There’s a potentially major shift happening in the New York baseball pecking order, or at least how the Mets are perceived after more than six decades as an often-lovable underdog.
Since the Mets’ 1962 arrival as an expansion team, the team has generally held a lesser stature compared to the crosstown Yankees, owners of the most championships in major North American men’s pro sports. Head-to-head, the dichotomy is even more stark, with the Yankees’ 27 titles far outdistancing the Mets’ two, including a victory in their only head-to-head World Series matchup in 2000.
The Mets’ 15-year, $765 million deal for Juan Soto, though, resets the dynamic in many respects. The pact not only set a new record for the largest player deal in sports history but also beat out the Yankees’ top offer of $760 million over 16 years.
No longer can the Mets be seen as a scrappy upstart. They are backed by MLB’s richest team owner in Steve Cohen, who in his four-year ownership tenure already had made the Mets a top-spending club across the league. To that end, industry sources said it was Cohen who was a key driver in completing the Soto deal, along with president of baseball operations David Stearns.
“The goal actually wasn’t to beat the Yankees, even if that happens,” said a source close to the Soto negotiations. “It was to get past the Dodgers.”
Even before the historic pact with Soto, there was already change in the air surrounding the Mets as they advanced this year to the National League Championship Series. During the regular season and subsequent playoff run, the team largely shed a more downcast and fatalistic vibe that had infected the franchise—particularly during the often-embattled ownership reign of Fred Wilpon—and embraced a distinct sense of joy, in part through numerous viral intersections with pop culture.
With the Soto deal, the Mets are poised to lose money for the foreseeable future, sources said. But the signing is expected to elevate the entire franchise, both on and off the field, and advance the Mets’ pursuit of their first title since 1986.
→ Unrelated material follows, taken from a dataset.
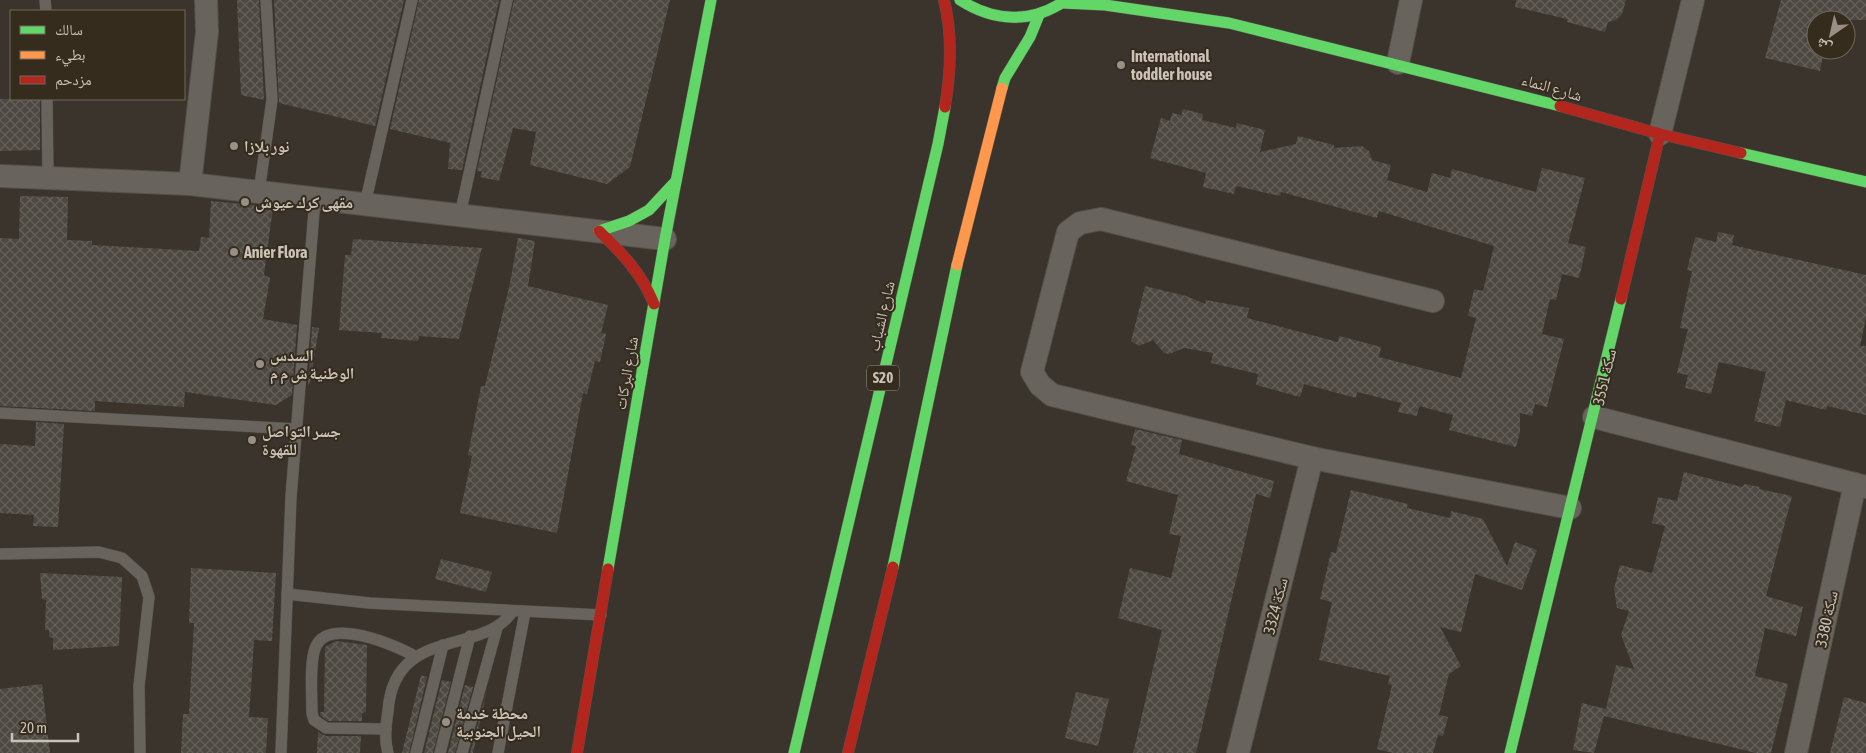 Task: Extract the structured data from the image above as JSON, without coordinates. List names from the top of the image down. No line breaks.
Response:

“This deal certainly isn’t going to change his lifestyle, or his philanthropy,” a source said of Cohen, referring to the more than $1.2 billion donated through the owner’s personal foundation.
Money for Wilpon
The Mets’ former owner is also poised to reap sizable rewards from the Soto agreement. Sterling Equities, the company controlled by Wilpon and brother-in-law Saul Katz, has retained a majority equity stake in SportsNet New York, the club’s regional sports network, and it was not included in Cohen’s 2020 deal to buy the club for more than $2.4 billion.
Even in a significantly challenged environment for all regional sports networks, SNY is likely to see a substantial uptick in viewership and advertising in 2025 due to Soto’s arrival, and perhaps in carriage deals, too.